Осмотрел меня, температуру смерил. Ничего, все в порядке. Он на меня глядел, понятно, как на одного из десятков, болевших здесь, ему особенного дела до меня не было. А для меня опять другая жизнь началась — и не та, какую до тюрьмы вел, и не та, что в тюрьме.

Через неделю я вставал уж. Ходил чуть–чуть, еле ноги передвигая, и даже было смешно: точно бы я младенец ходить учусь, или б я гораздо своих лет старше: так мне представлялось, что я лет на десять постарел, и все, что со мной до тюрьмы происходило, ужасно как было давно. Скажем: в молодости когда‑то я с Ольгой Ивановной жил, мошенничествами занимался, убил жену. И все я хотел вспомнить, когда же я женщину‑то любил? Ну, тоже не мог добраться.

Тут, между прочим, познакомился я ближе с Марьей Петровной, политической, которая к нам тогда приходила.
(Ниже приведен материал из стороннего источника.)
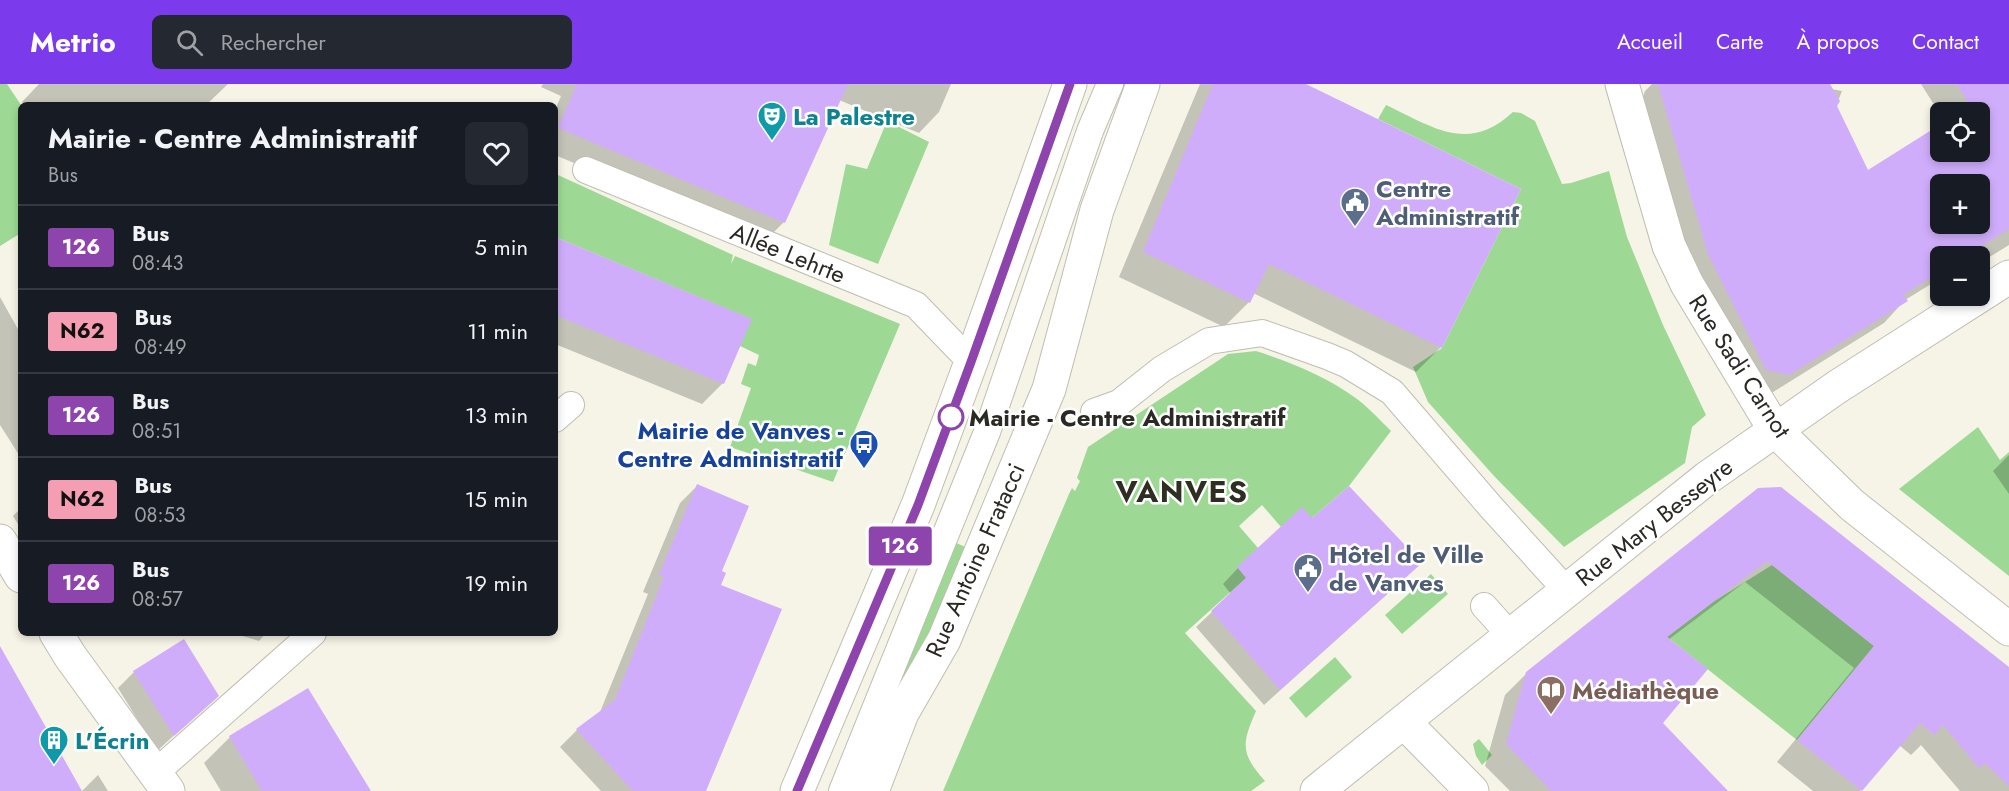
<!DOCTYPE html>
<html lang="fr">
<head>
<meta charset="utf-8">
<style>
  body { margin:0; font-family:Jost,sans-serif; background:#242831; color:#f1f3f6; height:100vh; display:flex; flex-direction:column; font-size:22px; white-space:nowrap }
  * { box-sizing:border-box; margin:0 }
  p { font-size:20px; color:#9ea1a6 }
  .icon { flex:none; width:33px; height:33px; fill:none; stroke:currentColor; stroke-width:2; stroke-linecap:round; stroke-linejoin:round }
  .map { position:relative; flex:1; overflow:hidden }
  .sheet { position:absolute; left:18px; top:18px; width:540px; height:534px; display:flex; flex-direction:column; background:#171b24; border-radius:9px; box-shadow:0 3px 9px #0003 }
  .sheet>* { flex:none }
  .badge { padding:0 12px; border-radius:4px; font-size:21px; line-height:39px }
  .controls { position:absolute; left:1930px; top:18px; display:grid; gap:12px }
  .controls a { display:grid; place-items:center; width:60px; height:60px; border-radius:9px; background:#171b24; box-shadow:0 3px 9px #0003; font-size:30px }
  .map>.badge { position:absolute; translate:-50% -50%; box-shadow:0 0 0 3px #fff }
  .round { display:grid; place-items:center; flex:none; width:63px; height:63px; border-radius:9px; background:#242831 }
  .overview { display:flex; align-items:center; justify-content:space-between; height:102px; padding:0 30px }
  h1 { font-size:28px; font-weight:700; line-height:45px }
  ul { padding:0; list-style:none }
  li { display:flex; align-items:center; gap:18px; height:84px; padding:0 30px; border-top:2px solid #363941 }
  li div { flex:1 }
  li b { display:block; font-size:22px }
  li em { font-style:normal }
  li .badge { min-width:66px; font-weight:700; text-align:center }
  header { display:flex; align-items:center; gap:36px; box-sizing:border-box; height:84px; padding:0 30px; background:#7c3aed; color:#fff }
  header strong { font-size:28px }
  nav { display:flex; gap:33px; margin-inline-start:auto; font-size:21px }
  .search { width:420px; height:54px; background:#242831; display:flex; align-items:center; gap:15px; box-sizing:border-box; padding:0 21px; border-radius:9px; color:#9ea1a6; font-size:22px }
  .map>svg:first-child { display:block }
</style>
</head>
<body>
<header>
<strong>Metrio</strong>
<div class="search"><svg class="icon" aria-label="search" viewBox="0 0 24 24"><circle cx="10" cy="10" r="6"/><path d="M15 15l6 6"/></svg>Rechercher</div>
<nav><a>Accueil</a><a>Carte</a><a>À propos</a><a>Contact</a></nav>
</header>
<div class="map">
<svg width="2009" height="707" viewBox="0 0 2009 707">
  <rect width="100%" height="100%" fill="#f6f4e6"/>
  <path fill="#9dd994" d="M0,0h7l14,21v128l-21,13z
    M1386,21c47,22 82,49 127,7l8,1 14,8 27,63 9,-1 38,-12 18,66 36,88 43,90 -14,12 -7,36 -121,84 -70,-71 -66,-74 -15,-35 29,-19 79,-159 -143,-70z
    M887,37l42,21 -51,122 -49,-19 17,-81 21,5z
    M558,91l175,80 -2,9 4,-8 165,68 -67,158 -103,-35 21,-59 -10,-4 7,-21 8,3 3,-11 -19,-9 11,-27 -196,-82v-56z
    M1256,267c34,11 72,26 101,48 12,9 23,21 34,32l-42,55 -37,32 -31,9 -19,-22 -23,21 19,22 -12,30 -61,55 71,78c-15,34 -15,43 9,70l-14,10h-308l126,-297 3,-6 3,3 5,-10 -3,-3 11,-31 140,-93z
    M1978,343l22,33 9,-8v124l-110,-87z
    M954,458l16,7 -37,92 -43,64z
    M1772,481l102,81 -77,94 -130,-103 46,-35z
    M1431,490l17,20 -46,40 -17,-19z
    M1335,573l17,20 -46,41 -17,-20z
    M1479,655l13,16 -10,10 -6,-9 -3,-12z"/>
  <path fill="#0003" fill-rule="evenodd" d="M39,0h189l-22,21h-182l-2,-3z
    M543,0h408l-12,28 -20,21 -80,-33 -55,122 -21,21 -208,-88v-45l6,-14 -20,-9z
    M1200,0h102l139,263 -25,25 -163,-79 -4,9 -25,25 -105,-50z
    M1652,0h166l2,3 22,4 -6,15 31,66 74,-46v26h39v-40h-39v4l-20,-32h88v161l-29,18v-7h-39v22l-36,22 -21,23 -119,74 -79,-120 -48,-166 7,-20zM1941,100h39v40h-39z
    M555,154l168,145 -21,21 -147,-60z
    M0,213l19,34 2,-1v128l-21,-33z
    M2009,371v39l-16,-23z
    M697,402l23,86 -1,14 61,24 -75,181h-104l-41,-44 17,-17 23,-18 48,-118 -5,-2 37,-89z
    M1759,405l250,180v122h-49l-39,-46 -10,10 -12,-10 -39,46h-47l-36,-29 77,-94 -109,-86 -77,58 -7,83 65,68h-216l-25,-25 20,-71 22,-22z
    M21,424v21l-8,-13z
    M1312,436l93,58 -141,127 -68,-78 35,-33 -8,-10 15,-16z
    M232,549h34l-7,8z
    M134,588l78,28 -55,51 -39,-63z
    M307,607l63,100h-149l-17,-28 26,-26z
    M98,691l10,16h-26z"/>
  <path fill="#d0adfb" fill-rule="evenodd" d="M577,0h271l-63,139 -227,-95z
    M1213,0h93l215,105 -79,159 -173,-84 -19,39 -107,-51z
    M1658,0h172l10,17 -3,5 31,64 73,-46v28h39v-40h-20l10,-6 -13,-22h52v145l-44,27h-24v15l-38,24 5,6 -119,74 -23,-5 -58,-116zM1941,100h39v40h-39z
    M555,153l197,82 -28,65 -169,-69z
    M697,400l52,22 -27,65 4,2 -5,12 61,24 -76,182h-73l-57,-62 39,-29 49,-123 -5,-2z
    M1349,402l73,77 -142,127 -69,-79 35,-33 -9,-11 65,-60 10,11z
    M1781,403l228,180v119l-24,-23 -6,5 -36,-43 -9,10 -14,-12 -58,68 -65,-51 77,-94 -107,-85 -100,76 41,32 -45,54 65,68h-177l-45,-47 20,-72 232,-184z
    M184,555l35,57 -45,40 -41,-65z
    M0,562l82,145h-82z
    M308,604l63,103h-109l-33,-55z"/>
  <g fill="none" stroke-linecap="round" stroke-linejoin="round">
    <g stroke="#c0beb0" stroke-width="28">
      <path id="service" d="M586,86l330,135 55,57
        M1094,328l25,-9 43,-34 47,-28 53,-8 65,23 19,8 46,28 98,114 77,85
        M555,335l16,-14
        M1484,522l27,30
        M155,689l158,-140
        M842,707l145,-359 103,-301 20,-47"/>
    </g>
    <g stroke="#c0beb0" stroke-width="35">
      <path id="minor" d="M1622,0l47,162 18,38 88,146 77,75 157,124
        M1404,638l68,69
        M1317,707l390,-313 130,-91 172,-110"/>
    </g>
    <g stroke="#c0beb0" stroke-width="35">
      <path id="secondary" d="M0,457l21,35
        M56,549l14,23 98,135
        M797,707l121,-286 53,-143 99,-278
        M872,707l30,-78 42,-73 105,-251 48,-179 46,-126"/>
    </g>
    <use href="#service" stroke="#fff" stroke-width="26"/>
    <use href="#minor" stroke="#fff" stroke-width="33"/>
    <use href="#secondary" stroke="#fff" stroke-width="33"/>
  </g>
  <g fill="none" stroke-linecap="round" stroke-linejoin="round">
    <g stroke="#fff" stroke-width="14">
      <path id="line" d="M797,707l121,-286 53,-143 99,-278"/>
    </g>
    <use href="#line" stroke="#8e44ad" stroke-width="9"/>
  </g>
  <defs>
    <g id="theatre-pin" transform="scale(1.5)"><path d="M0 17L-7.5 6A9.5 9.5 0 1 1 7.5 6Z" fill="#0f9aa8" stroke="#fff"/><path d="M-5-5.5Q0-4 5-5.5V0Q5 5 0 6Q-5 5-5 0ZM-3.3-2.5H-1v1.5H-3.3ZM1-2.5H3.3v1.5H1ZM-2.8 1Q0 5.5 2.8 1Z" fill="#fff"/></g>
    <g id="civic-pin" transform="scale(1.5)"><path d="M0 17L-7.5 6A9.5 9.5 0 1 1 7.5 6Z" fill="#5c6f8a" stroke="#fff"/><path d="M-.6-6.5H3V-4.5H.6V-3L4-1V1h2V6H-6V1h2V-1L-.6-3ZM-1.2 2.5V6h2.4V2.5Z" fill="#fff"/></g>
    <g id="bus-pin" transform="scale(1.5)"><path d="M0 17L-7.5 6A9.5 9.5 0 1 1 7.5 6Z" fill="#1a4fb4" stroke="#fff"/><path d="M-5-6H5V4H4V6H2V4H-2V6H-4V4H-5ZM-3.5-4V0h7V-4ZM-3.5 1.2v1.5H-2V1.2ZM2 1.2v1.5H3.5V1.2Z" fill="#fff"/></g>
    <g id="library-pin" transform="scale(1.5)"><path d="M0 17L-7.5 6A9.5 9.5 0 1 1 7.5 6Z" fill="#8d6e63" stroke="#fff"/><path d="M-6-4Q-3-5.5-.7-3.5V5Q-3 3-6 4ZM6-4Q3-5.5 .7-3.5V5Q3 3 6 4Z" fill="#fff"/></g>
    <g id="building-pin" transform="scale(1.5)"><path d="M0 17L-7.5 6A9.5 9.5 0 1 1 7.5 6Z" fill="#0f9aa8" stroke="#fff"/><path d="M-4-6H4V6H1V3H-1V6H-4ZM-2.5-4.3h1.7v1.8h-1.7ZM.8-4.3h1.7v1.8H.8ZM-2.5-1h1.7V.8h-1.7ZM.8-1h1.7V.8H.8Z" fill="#fff"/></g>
  </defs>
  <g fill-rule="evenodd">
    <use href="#theatre-pin" x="772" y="32"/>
    <use href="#civic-pin" x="1355" y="118"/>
    <use href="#bus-pin" x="864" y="360"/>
    <use href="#civic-pin" x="1308" y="484"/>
    <use href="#library-pin" x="1551" y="606"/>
    <use href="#building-pin" x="54" y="656"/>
  </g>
  <circle fill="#fff" stroke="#8e44ad" stroke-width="3" cx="951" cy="333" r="12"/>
  <g text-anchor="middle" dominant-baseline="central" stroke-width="5" stroke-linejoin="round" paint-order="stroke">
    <g font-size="24" font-weight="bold" fill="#0d838f" stroke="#fff" text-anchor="start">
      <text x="793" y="32">La Palestre</text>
      <text x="75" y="656">L'Écrin</text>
    </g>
    <g font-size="24" font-weight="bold" fill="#4e5e75" stroke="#fff" text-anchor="start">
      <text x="1376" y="104">Centre<tspan x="1376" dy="28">Administratif</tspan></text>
      <text x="1329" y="470">Hôtel de Ville<tspan x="1329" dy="28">de Vanves</tspan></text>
    </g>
    <g font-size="24" fill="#2a2924" stroke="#fff">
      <text transform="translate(788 169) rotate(22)">Allée Lehrte</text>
      <text transform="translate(1740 282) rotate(57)">Rue Sadi Carnot</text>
      <text transform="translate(1654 438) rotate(-38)">Rue Mary Besseyre</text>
      <text transform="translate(975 476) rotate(-66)">Rue Antoine Fratacci</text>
    </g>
    <g font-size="24" font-weight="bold" fill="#2a2924" stroke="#fff" text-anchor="start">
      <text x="969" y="333">Mairie - Centre Administratif</text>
    </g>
    <g font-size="24" font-weight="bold" fill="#164399" stroke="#fff" text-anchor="end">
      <text x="843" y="346">Mairie de Vanves -<tspan x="843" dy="28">Centre Administratif</tspan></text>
    </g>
    <g font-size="24" font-weight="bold" fill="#785e54" stroke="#fff" text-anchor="start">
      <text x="1572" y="606">Médiathèque</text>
    </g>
    <g font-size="30" font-weight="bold" letter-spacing="1.5" fill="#2f2e23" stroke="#fff">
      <text x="1182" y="407">VANVES</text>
    </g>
  </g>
</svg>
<div class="controls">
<a><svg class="icon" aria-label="locate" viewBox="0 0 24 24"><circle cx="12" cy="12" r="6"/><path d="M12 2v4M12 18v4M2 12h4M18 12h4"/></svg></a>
<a>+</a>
<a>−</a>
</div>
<b class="badge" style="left:900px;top:462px;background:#8e44ad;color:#fff">126</b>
<section class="sheet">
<div class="overview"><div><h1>Mairie - Centre Administratif</h1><p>Bus</p></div><a class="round"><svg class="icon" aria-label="heart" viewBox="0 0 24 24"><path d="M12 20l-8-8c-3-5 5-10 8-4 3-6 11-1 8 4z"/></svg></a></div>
<ul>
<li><span class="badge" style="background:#8e44ad;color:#fff">126</span><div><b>Bus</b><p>08:43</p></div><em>5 min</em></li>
<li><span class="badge" style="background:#f59eb3;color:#111">N62</span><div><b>Bus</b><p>08:49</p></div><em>11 min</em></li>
<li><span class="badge" style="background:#8e44ad;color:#fff">126</span><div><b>Bus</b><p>08:51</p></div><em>13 min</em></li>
<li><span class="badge" style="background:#f59eb3;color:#111">N62</span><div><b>Bus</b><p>08:53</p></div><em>15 min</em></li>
<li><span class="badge" style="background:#8e44ad;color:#fff">126</span><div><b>Bus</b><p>08:57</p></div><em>19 min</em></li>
</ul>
</section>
</div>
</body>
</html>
Марья Петровна тоже в госпиталь попала после тогдашней истории — руку себе ухитрилась вывихнуть. А сама она была фельдшерица, и когда оправилась немного, ходить уж могла, то стала сиделкам помогать, и как доктор у нас человек был порядочный, то медлил ее выписывать: понятно, она полезный была человек.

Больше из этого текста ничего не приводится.